Vaiolet sintió la piel erizarse.
—¿Qué quieres decir con “siempre”? —interrumpió Ethan.
El sacerdote lo miró, sorprendido por su valentía y de que dos niños estuvieran ahi, pero no apartó la mirada.
—Hay registros de su presencia desde tiempos antiguos. Antes de que el hombre tuviera nombre para el bien y el mal, Ellos ya acechaban en la oscuridad. No poseen a las personas como los demonios… simplemente las destruyen.
Vaiolet tragó saliva.
—Se alimentan del miedo.
Padre Adrián asintió.
—No buscan almas. No buscan redención. Solo consumen. Se deslizan en los lugares donde el sufrimiento es más fuerte, donde la desesperación se vuelve insoportable. Cuanto más grande es el miedo, más poderosos se vuelven.
Una monja murmuró una oración entre dientes.
—Entonces… ¿cómo los detenemos? —preguntó Sor Amelia, pero su voz ya no sonaba esperanzada.
El sacerdote guardó silencio por un momento.
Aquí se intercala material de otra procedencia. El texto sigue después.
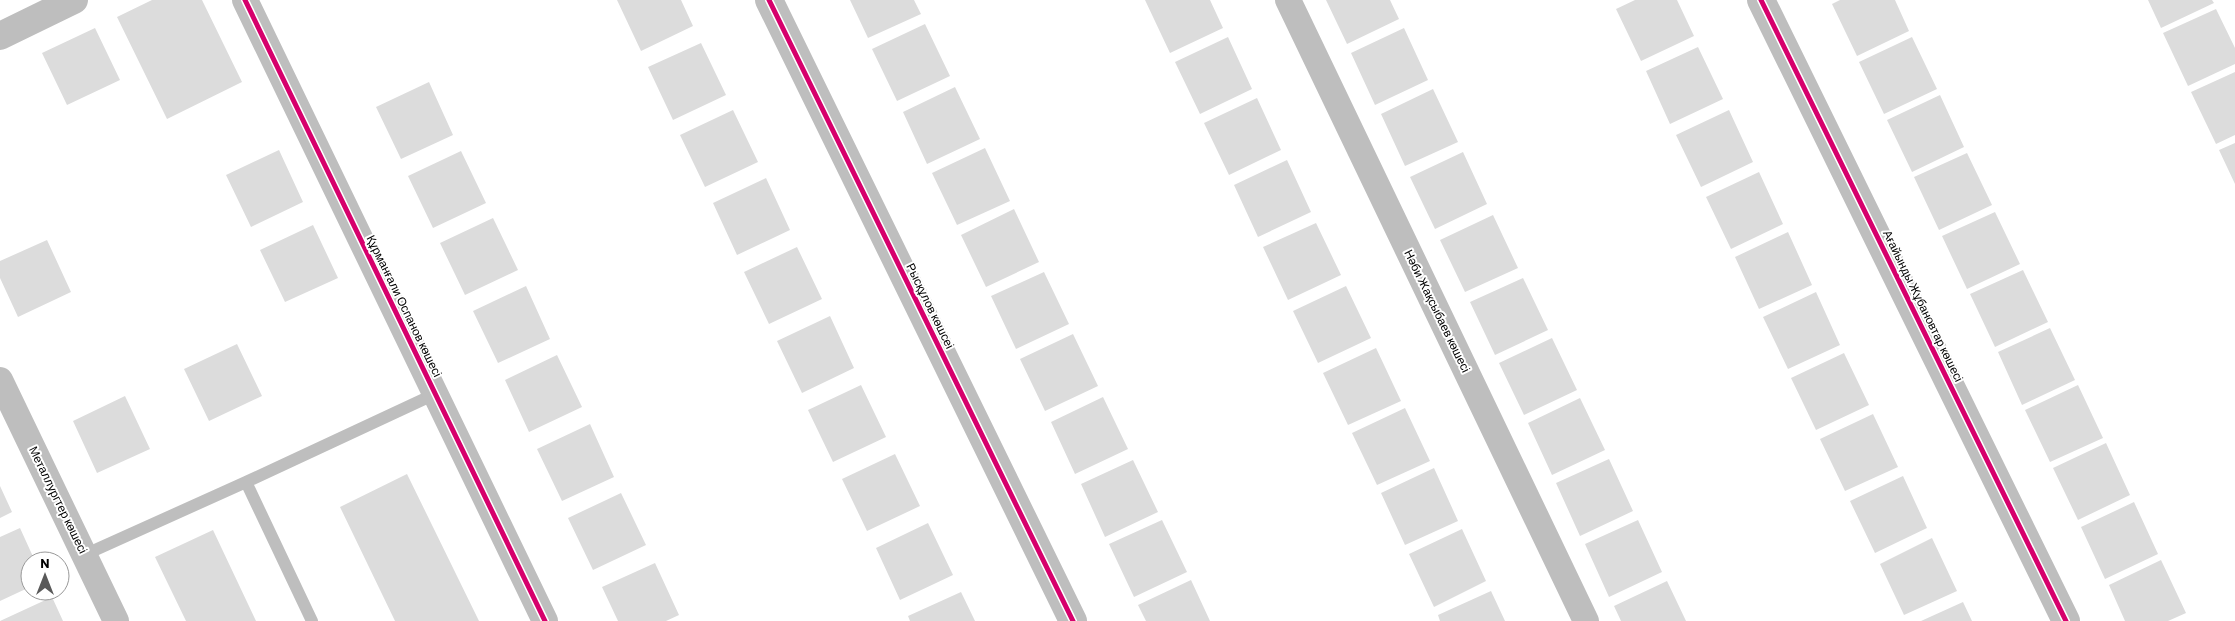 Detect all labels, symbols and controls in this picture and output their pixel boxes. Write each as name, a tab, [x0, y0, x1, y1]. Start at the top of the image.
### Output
street label: Ағайынды Жұбановтар көшесі	[1880, 228, 1967, 384]
street label: Құрманғали Оспанов көшесі	[364, 232, 445, 379]
street label: Нәби Жақсыбаев көшесі	[1401, 247, 1474, 375]
street label: Рысқұлов көшсеі	[903, 261, 958, 351]
street label: Металлургтер көшесі	[26, 444, 91, 556]
north arrow	[20, 551, 70, 601]
text: N	[40, 554, 50, 571]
—No se pueden exorcizar. No se pueden destruir con rezos. La única forma de debilitar su presencia es eliminando su alimento.
Vaiolet sintió el estómago contraerse.
—¿El miedo? —susurró.
El sacerdote la miró directamente.
—El miedo es su invitación. Cuanto más tememos, más los dejamos entrar. Si una persona pierde el miedo completamente, Ellos se debilitan.
Ethan frunció el ceño.
—Eso es imposible. Nadie deja de sentir miedo.
El Padre Adrián suspiró.
—Exacto. Y por eso… nunca han desaparecido.
El peso de esa verdad cayó sobre todos como una sombra.
No había una solución fácil.
No había manera de escapar.
Ellos siempre estarían allí.
Sor Amelia se llevó una mano al pecho, respirando hondo.
—Entonces… si no podemos vencerlos… ¿qué hacemos?
El sacerdote cerró su libro lentamente y la miró con una expresión sombría.